I send you the law extending the privilege of introducing certain articles free of duty in Texas for two years—it is not as extensive as we need. I wish the Ayto. to petition again on this subject, and ask for a modification of this new law, so as to leave out whiskey and lumber from the law, and include all tools made of iron and wood used for farming or the trades—furniture—carte and waggons—iron and steel—cotton baging and bale rope.

It will not do to go any farther, and nothing else ought to be included or mentioned in the petition. Send one original copy to Genl Teran and one to the Minister of Hacienda—also let the Ayto. write an official letter to Bradburn, Piedras, and Elosua, enclosing the memorial, and requesting each of them to give his opinion in writing to the Comt Genl Teran on the subject. If their opinions are all favourable Teran will also support it, and the measure will succeed. Also request father Muldoon to write to his friends on the subject.

The news papers will have informed you of the political state of affairs in Mexico—we have no information here as to who are to compose the new ministry. Some think the revolution will stop with the removal of the ministers, others are confident it will not. I think myself that not much quietness can be expected untill after the Presidential election is over—and even then—-quien sabe.

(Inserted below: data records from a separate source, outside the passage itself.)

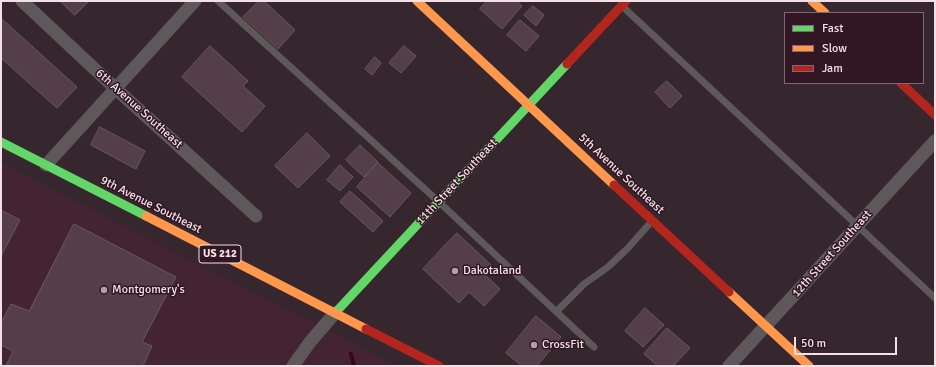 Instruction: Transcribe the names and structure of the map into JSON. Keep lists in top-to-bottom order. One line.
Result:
{"streets":{"street":["6th Avenue Southeast","5th Avenue Southeast","11th Street Southeast","9th Avenue Southeast","US 212","12th Street Southeast"]},"crossings":[["5th Avenue Southeast","11th Street Southeast"],["5th Avenue Southeast","12th Street Southeast"],["11th Street Southeast","9th Avenue Southeast"]],"places":["Dakotaland","Montgomery's","CrossFit"],"legend":["Fast","Slow","Jam"],"scale_bar":"50 m"} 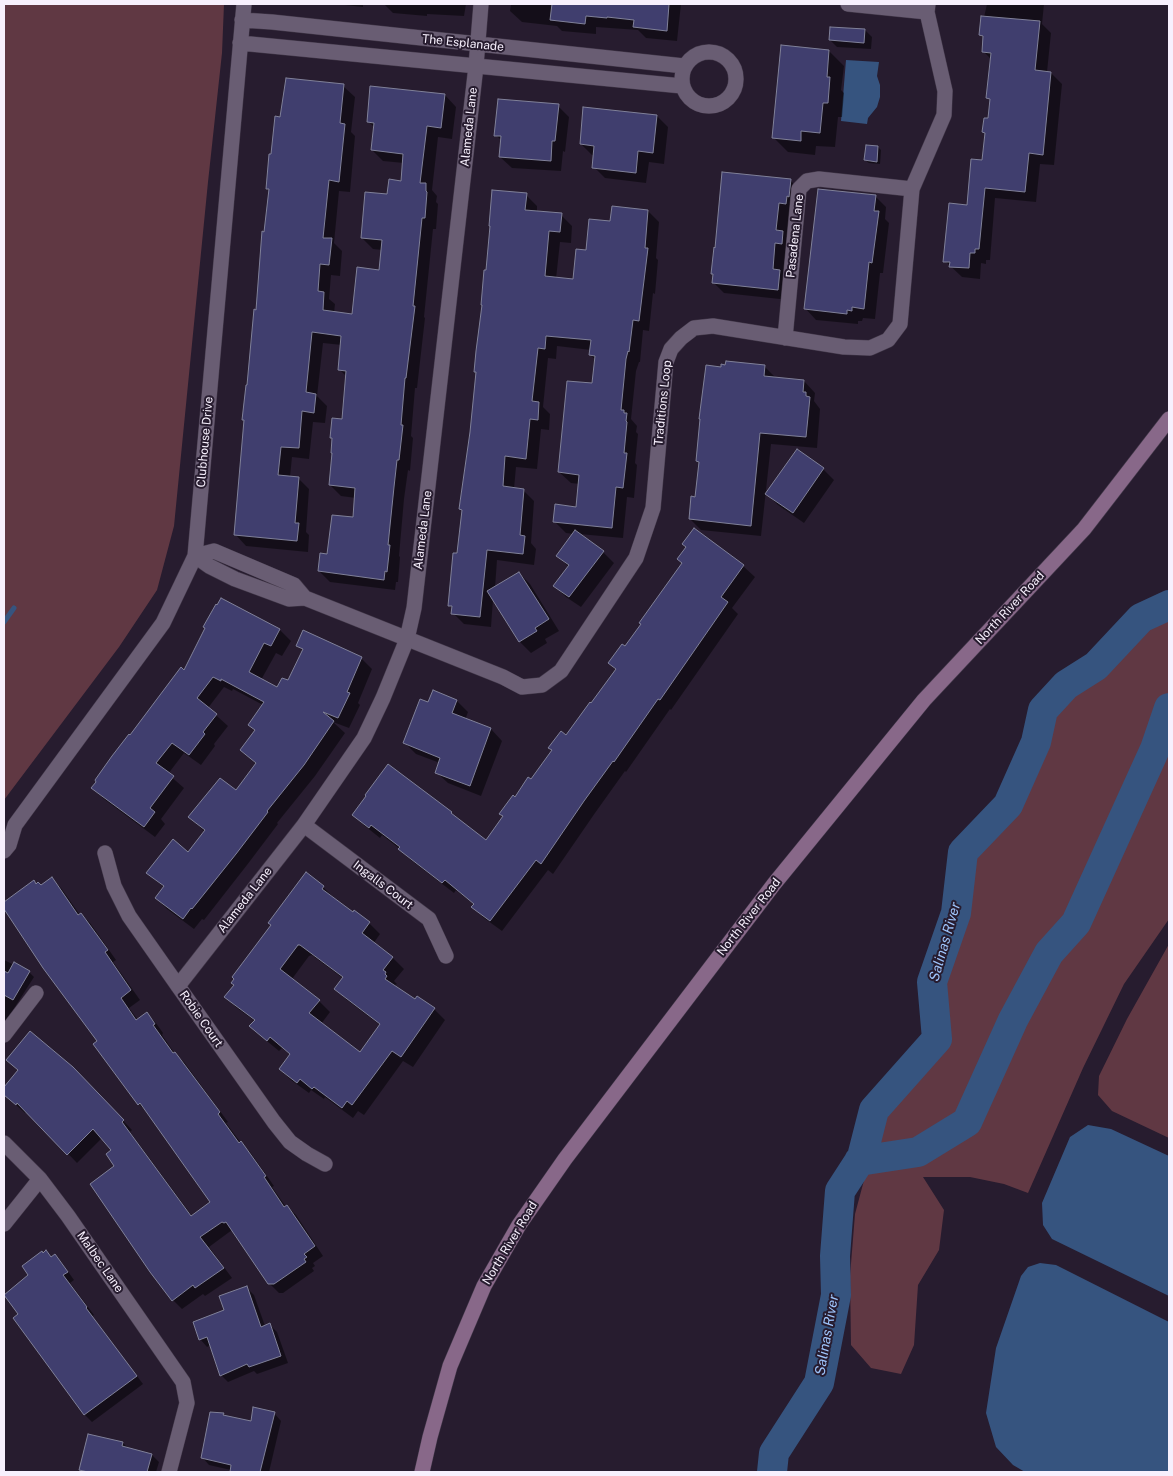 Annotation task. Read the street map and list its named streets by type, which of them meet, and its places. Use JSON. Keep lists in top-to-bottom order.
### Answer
{
  "streets": {
    "main road": ["North River Road"],
    "street": [
      "The Esplanade",
      "Alameda Lane",
      "Pasadena Lane",
      "Traditions Loop",
      "Clubhouse Drive",
      "Ingalls Court",
      "Robie Court",
      "Malbec Lane"
    ]
  },
  "crossings": [
    ["The Esplanade", "Alameda Lane"],
    ["The Esplanade", "Clubhouse Drive"],
    ["Alameda Lane", "Traditions Loop"],
    ["Alameda Lane", "Ingalls Court"],
    ["Alameda Lane", "Robie Court"],
    ["Pasadena Lane", "Traditions Loop"],
    ["Traditions Loop", "Clubhouse Drive"]
  ],
  "water": ["Salinas River"]
} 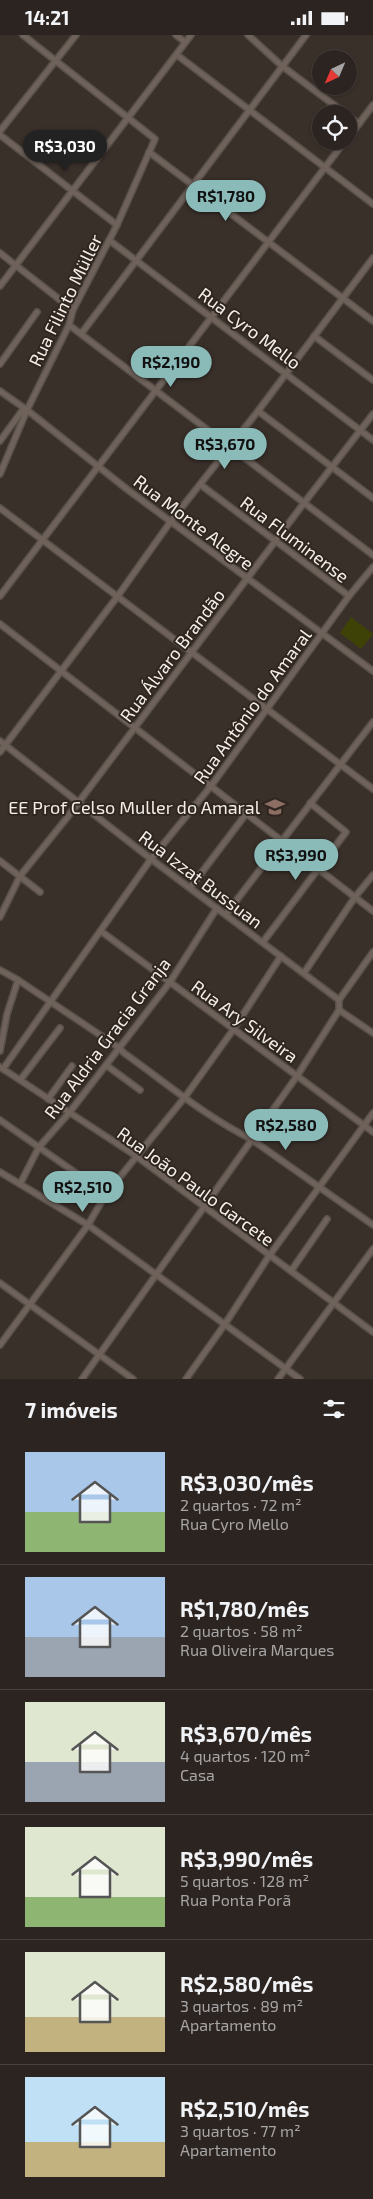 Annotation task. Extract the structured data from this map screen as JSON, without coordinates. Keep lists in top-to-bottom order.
{
  "streets": {
    "street": [
      "Rua Filinto Müller",
      "Rua Cyro Mello",
      "Rua Monte Alegre",
      "Rua Fluminense",
      "Rua Álvaro Brandão",
      "Rua Antônio do Amaral",
      "Rua Izzat Bussuan",
      "Rua Ary Silveira",
      "Rua Aldria Gracia Granja",
      "Rua João Paulo Garcete"
    ]
  },
  "crossings": [
    ["Rua Filinto Müller", "Rua Cyro Mello"],
    ["Rua Filinto Müller", "Rua Monte Alegre"],
    ["Rua Cyro Mello", "Rua Álvaro Brandão"],
    ["Rua Monte Alegre", "Rua Álvaro Brandão"],
    ["Rua Monte Alegre", "Rua Antônio do Amaral"],
    ["Rua Fluminense", "Rua Álvaro Brandão"],
    ["Rua Fluminense", "Rua Antônio do Amaral"],
    ["Rua Álvaro Brandão", "Rua Izzat Bussuan"],
    ["Rua Antônio do Amaral", "Rua Izzat Bussuan"],
    ["Rua Antônio do Amaral", "Rua Ary Silveira"],
    ["Rua Antônio do Amaral", "Rua João Paulo Garcete"],
    ["Rua Izzat Bussuan", "Rua Aldria Gracia Granja"],
    ["Rua Ary Silveira", "Rua Aldria Gracia Granja"],
    ["Rua Aldria Gracia Granja", "Rua João Paulo Garcete"]
  ],
  "places": {
    "school or university": ["EE Prof Celso Muller do Amaral"]
  },
  "north": "bottom left",
  "page": {
    "status": "14:21",
    "price": [
      "R$3,030",
      "R$1,780",
      "R$2,190",
      "R$3,670",
      "R$3,990",
      "R$2,580",
      "R$2,510"
    ],
    "heading": "7 imóveis",
    "list": [
      {
        "name": "R$3,030/mês",
        "note": "2 quartos · 72 m² · Rua Cyro Mello"
      },
      {
        "name": "R$1,780/mês",
        "note": "2 quartos · 58 m² · Rua Oliveira Marques"
      },
      {
        "name": "R$3,670/mês",
        "note": "4 quartos · 120 m² · Casa"
      },
      {
        "name": "R$3,990/mês",
        "note": "5 quartos · 128 m² · Rua Ponta Porã"
      },
      {
        "name": "R$2,580/mês",
        "note": "3 quartos · 89 m² · Apartamento"
      },
      {
        "name": "R$2,510/mês",
        "note": "3 quartos · 77 m² · Apartamento"
      }
    ]
  }
}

Genl Teran has gained much credit with moderate men for avoiding bloodshed—but he has also lost with the same men, and with everyone except fanatic fools and old Spaniards, for the manner in which he has spoken of foreigners in his letter to Moctezuma written from here, and his Altamira proclamation both of which you have seen published, the latter begins " Ya lo habéis visto." I sincerely believe that neither of those papers contains his real sentiments as to foreigners—but most people are in the habit of judging of a man by what he says, and not by what he thinks, and for this reason I think those two papers will do the Genl great harm both at home and abroad. They will also irritate the other party excessively, for they contain a direct charge that the Santana party are the mere tools of foreigners, which is certainly an incorrect charge.

The Genl was greatly perplexed, and overwhelmed with affairs when I saw him at the cojo. He had just retreated from Tampico— had just heard of the removal of the ministers—was not in very good health, and in a camp in the midst of his army, of course not in a situation to talk much about Texas matters—however, we had considerable conversation on the subject. He expresses great interest for the prosperity of the settlers—is in favor of repealing the 11 Article of the law of 6 April and of extending the commercial privileges. He told me that he had sent on Fishers resignation to the Govt, to be acted on by the President as he might deem proper etc. etc.

If harmony and confidence can be maintained between the merchants and settlers and the local officers of the custom house and of the army at Brazoria, all will get on very well. Some one reported to Genl Teran that there were more goods imported into Brazoria in October and November last, than had entered the port of Matamoros for one year—this was the real cause of his sudden trip to Texas last Novr when he took out Fisher.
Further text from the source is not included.